Dugaan kasus pelecehan seksual terhadap beberapa perawat
oleh seorang oknum kepala Puskesmas di Timika masih dalam penyelidikan namun
terkesan lambat. Pasalnya, hingga kini penyidik Polres Mimika belum menetapkan
siapa tersangkanya. Padahal menurut informasi, penyidik sudah memanggil pihak
korban, saksi bahkan oknum terlapor tersebut, untuk mengambil berita acara
pemeriksaan (BAP).
Kasus dugaan pelecehan seksual ini mulai terkuak ke publik
sejak Desember 2023 lalu. Korban dan dugaan pelaku adalah rekan sekerja antara
atasan dan bawahan. Pihak Persatuan Perawat Nasional Indonesia (PPNI) Kabupaten
Mimika kemudian mengadukan kasus ini ke Polres Mimika.
Sejauh ini, penyidik Polres Mimika telah memeriksa 6 orang
saksi dan polisi masih melakukan penyelidikan untuk kasus dugaan pelecehan
seksual ini. Hati siapa yang tidak miris, marah dan emosi ketika mengetahui
anak perempuan, rekan seprofesi atau bahkan istri dilecehkan oleh atasan.
Atasan itu seharusnya melakukan pembinaan dan melindungi bawahan, bukan
melakukan perbuatan yang melanggar etika dan hukum. Pasti pihak korban emosi
dan amarah yang menggelora,ingin menumpahkannya kepada pelaku. Itu wajar kan!
Para korban kabarnya adalah tenaga paramedis yang masih
berstatus tenaga honorer dan informasinya baru baru lulus menjadi tenaga
pegawai pemerintah dengan perjanjian kerja (P3K) sehingga kemungkinan merasa
takut mengadukan kasus ini sedari awal. Jadinya, pelaku makin berani mengulangi
perbuatannya kepada korban yang sudah lebih dari satu orang. Namun kasus ini
akhirnya terekspos dan ramai dibicarakan warga Mimika di media sosial.

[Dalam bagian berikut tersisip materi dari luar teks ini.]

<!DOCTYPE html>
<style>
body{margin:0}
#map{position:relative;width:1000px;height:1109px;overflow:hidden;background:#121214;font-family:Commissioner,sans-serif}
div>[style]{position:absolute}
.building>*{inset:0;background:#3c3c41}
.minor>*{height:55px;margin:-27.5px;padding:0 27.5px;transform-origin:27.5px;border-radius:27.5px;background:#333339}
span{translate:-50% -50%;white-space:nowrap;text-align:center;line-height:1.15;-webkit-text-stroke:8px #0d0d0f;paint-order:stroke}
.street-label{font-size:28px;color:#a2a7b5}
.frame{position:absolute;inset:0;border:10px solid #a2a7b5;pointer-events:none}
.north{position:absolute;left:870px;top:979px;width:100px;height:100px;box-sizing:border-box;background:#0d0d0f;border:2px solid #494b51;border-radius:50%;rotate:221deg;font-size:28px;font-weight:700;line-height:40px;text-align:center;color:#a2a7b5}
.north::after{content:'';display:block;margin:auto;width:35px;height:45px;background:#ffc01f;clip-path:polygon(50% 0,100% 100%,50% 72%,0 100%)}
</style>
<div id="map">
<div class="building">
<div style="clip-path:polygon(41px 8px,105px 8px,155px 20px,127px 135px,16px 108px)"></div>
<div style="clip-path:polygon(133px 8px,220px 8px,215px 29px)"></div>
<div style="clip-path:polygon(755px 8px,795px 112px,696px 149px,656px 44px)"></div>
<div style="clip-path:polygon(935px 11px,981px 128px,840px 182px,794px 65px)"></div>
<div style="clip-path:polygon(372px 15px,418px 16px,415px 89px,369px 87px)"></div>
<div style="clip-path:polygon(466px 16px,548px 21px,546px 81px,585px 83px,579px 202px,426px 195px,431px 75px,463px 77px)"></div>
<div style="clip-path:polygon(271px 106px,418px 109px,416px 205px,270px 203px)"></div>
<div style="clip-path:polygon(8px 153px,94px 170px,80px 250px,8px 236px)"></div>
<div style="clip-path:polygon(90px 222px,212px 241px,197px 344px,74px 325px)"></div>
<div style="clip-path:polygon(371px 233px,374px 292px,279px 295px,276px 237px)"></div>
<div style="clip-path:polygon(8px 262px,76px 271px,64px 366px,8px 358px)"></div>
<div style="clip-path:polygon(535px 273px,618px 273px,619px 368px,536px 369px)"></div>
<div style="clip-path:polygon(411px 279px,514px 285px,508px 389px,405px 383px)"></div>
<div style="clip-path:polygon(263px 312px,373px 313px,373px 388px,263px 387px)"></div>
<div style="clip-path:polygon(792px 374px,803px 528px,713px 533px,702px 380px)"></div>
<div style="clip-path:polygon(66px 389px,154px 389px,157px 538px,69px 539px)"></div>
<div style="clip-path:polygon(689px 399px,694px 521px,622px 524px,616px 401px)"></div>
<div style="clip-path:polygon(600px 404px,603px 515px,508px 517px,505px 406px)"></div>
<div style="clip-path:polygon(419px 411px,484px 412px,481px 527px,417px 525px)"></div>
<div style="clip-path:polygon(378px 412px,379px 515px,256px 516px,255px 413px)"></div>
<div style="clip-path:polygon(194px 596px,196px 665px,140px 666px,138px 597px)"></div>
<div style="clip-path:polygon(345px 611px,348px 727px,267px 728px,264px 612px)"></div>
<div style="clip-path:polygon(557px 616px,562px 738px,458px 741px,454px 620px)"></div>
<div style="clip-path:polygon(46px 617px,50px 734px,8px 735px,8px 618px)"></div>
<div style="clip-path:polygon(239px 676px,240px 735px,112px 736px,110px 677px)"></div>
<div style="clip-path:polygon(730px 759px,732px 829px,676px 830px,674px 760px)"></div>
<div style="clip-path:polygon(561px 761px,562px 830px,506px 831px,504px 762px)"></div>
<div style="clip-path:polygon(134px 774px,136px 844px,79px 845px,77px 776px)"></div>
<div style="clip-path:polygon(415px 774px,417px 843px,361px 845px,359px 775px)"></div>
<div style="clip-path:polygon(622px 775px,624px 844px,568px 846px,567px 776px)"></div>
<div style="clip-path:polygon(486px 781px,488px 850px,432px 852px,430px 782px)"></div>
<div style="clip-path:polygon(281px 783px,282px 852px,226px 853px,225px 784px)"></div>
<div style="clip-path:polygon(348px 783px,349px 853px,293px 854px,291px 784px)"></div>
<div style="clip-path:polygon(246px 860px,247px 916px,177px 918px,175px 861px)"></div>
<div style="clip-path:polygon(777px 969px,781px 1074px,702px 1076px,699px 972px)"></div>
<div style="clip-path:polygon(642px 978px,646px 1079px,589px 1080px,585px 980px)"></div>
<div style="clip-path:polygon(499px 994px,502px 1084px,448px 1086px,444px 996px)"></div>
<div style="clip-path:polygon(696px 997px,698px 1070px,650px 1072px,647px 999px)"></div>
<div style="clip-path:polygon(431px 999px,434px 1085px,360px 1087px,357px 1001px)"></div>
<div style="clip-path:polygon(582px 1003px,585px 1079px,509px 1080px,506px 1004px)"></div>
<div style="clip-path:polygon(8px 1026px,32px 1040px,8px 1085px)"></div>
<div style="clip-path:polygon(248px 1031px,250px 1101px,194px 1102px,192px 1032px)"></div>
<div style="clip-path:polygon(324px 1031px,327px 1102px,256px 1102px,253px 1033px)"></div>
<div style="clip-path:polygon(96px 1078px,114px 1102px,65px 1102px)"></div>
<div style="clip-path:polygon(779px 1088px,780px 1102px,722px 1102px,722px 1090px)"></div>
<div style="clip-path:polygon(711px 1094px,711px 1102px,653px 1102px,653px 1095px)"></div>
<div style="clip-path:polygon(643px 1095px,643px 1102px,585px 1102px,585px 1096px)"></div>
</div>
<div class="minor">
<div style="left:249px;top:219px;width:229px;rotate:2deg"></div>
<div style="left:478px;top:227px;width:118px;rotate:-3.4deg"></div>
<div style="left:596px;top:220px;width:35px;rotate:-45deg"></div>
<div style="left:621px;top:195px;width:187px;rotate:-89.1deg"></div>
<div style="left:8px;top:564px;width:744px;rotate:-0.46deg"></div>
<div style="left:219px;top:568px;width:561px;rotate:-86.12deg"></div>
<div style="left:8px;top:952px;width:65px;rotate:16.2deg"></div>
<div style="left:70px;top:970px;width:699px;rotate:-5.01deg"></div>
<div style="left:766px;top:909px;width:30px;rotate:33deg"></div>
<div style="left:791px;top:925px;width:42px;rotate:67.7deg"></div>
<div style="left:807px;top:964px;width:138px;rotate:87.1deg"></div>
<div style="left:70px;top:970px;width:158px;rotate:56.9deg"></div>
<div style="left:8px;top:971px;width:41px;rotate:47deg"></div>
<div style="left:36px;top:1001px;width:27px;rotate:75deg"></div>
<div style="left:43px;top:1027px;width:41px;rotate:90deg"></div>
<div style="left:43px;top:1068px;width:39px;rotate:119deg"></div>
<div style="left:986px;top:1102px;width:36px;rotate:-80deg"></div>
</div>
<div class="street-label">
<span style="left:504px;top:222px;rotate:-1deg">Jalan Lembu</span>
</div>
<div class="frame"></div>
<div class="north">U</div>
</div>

Yang mirisnya lagi, si terduga pelaku hingga kini masih
dengan bebas menjalankan aktivitasnya sebagai aparatur sipil negara (ASN) dan
belum mempertanggungjawabkan perbuatannya. Tinggal korban yang merasakan
pelecehan menanti dengan cemas, apakah kasus ini akan selesai secara hukum,
sehingga bisa membuktikan perbuatan pelaku kepada para korbannya. Ini kan
seperti pagar makan tanaman, memanfaatkan kelemahan para korban, yang tidak
berani bersuara ketika pelaku melakukan aksinya.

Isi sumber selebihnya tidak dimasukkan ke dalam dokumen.